* WHAT TO DO: For the word "dash", return each line of the data in which it occurs.
== == ==
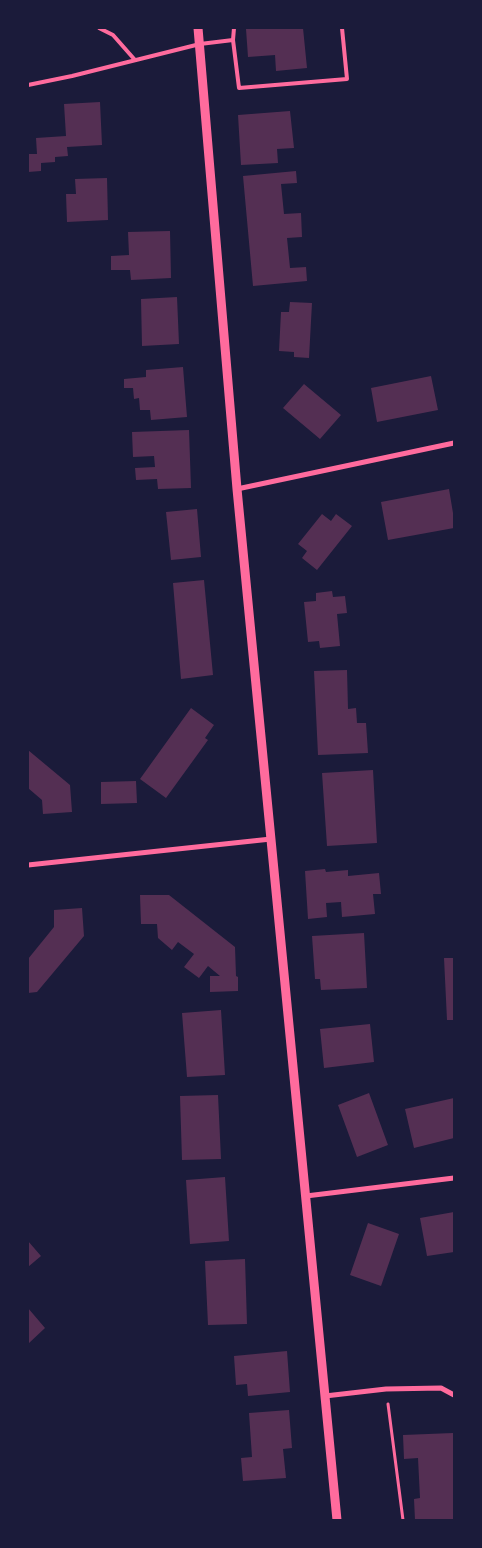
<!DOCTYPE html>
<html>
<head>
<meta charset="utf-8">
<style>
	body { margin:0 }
	#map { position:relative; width:482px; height:1548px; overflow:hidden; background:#1b1b3a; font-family:Figtree,sans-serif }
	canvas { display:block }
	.frame { position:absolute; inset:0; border:29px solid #1b1b3a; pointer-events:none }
</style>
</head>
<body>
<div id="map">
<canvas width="482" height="1548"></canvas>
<div class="frame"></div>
</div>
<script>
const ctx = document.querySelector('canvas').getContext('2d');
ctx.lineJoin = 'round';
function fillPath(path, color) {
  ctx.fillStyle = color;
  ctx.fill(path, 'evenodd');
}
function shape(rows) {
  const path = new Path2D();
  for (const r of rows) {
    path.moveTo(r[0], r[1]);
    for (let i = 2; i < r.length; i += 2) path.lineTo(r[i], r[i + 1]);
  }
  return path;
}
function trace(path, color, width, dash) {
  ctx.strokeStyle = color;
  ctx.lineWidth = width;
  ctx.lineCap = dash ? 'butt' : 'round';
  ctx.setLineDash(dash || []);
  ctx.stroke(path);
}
fillPath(shape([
	[258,28,303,28,307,68,276,71,275,55,248,57,246,29],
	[100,102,102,145,67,147,68,156,55,157,55,162,41,163,41,171,28,172,28,154,37,154,36,138,66,136,64,104],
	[290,111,294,148,277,149,278,163,241,165,238,115],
	[296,171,297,183,281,184,284,214,301,213,302,237,287,238,290,268,306,267,307,281,253,286,243,176],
	[107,178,108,220,67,222,66,194,76,194,75,179],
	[170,231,171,278,131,280,130,270,111,270,111,256,129,255,128,232],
	[177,297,179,344,142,346,141,299],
	[290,302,312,303,309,358,294,357,294,352,279,351,281,312,289,312],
	[183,367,187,417,151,420,150,410,140,410,139,398,134,399,133,388,124,388,124,379,146,377,146,370],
	[431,376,438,410,377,422,371,388],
	[304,384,341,415,320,439,283,408],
	[189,430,191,488,158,489,157,479,136,480,135,468,155,467,154,456,133,457,132,432],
	[449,489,454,519,454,528,388,540,381,502],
	[197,509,201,557,171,560,166,512],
	[322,514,331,521,336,514,352,526,317,570,302,558,307,551,298,544],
	[204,580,213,675,181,679,173,583],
	[332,591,333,597,345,596,347,613,337,614,340,646,320,648,319,641,308,642,304,602,316,601,316,593],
	[347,670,348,709,356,708,357,723,366,723,368,753,318,755,314,671],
	[191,708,214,725,205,738,208,740,166,798,140,779],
	[28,750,70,785,72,812,43,814,42,800,28,788],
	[373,770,377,843,327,846,322,773],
	[136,781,137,803,101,804,101,782],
	[325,869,326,872,348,870,348,876,379,873,381,894,373,894,375,914,342,917,341,902,326,903,327,917,308,919,305,871],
	[140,895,169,895,235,947,236,976,238,977,238,991,210,992,210,976,220,976,208,966,199,978,184,967,194,954,178,942,172,950,158,938,157,924,141,924],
	[82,908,84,936,37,992,28,993,28,959,54,927,54,910],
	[364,933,367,988,321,990,320,979,315,979,312,936],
	[444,958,454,958,454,1020,447,1020],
	[221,1010,225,1075,187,1077,182,1013],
	[370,1024,374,1062,324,1068,320,1029],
	[369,1093,388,1145,357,1157,338,1105],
	[218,1095,221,1159,182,1160,180,1096],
	[454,1098,454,1138,414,1148,405,1109],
	[225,1177,229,1241,190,1244,186,1180],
	[454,1212,454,1252,427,1256,420,1218],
	[368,1223,399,1234,381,1286,350,1275],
	[28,1241,41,1256,28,1267],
	[245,1259,247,1324,208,1325,205,1261],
	[28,1308,45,1328,28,1344],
	[287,1351,290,1392,248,1396,247,1384,236,1385,234,1356],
	[289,1410,292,1448,283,1449,286,1478,243,1481,241,1458,252,1457,249,1413],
	[453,1433,454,1520,415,1520,414,1499,420,1498,418,1458,404,1459,403,1435]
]), '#542f53');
trace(shape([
	[388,1404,403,1520]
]), '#ff6b9d', 3);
trace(shape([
	[99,28,113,35,135,60],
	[234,28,233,40,239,88,347,79,342,28],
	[28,85,72,76,200,44,233,40]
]), '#ff6b9d', 4);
trace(shape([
	[237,489,454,443],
	[28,865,271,839],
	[306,1196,454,1178],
	[325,1396,386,1389,441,1388,454,1395]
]), '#ff6b9d', 5);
trace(shape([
	[198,28,237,489,337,1520]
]), '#ff6b9d', 9);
</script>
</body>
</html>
== == ==
* SOLVED PROBLEM:
function trace(path, color, width, dash) {
  ctx.lineCap = dash ? 'butt' : 'round';
  ctx.setLineDash(dash || []);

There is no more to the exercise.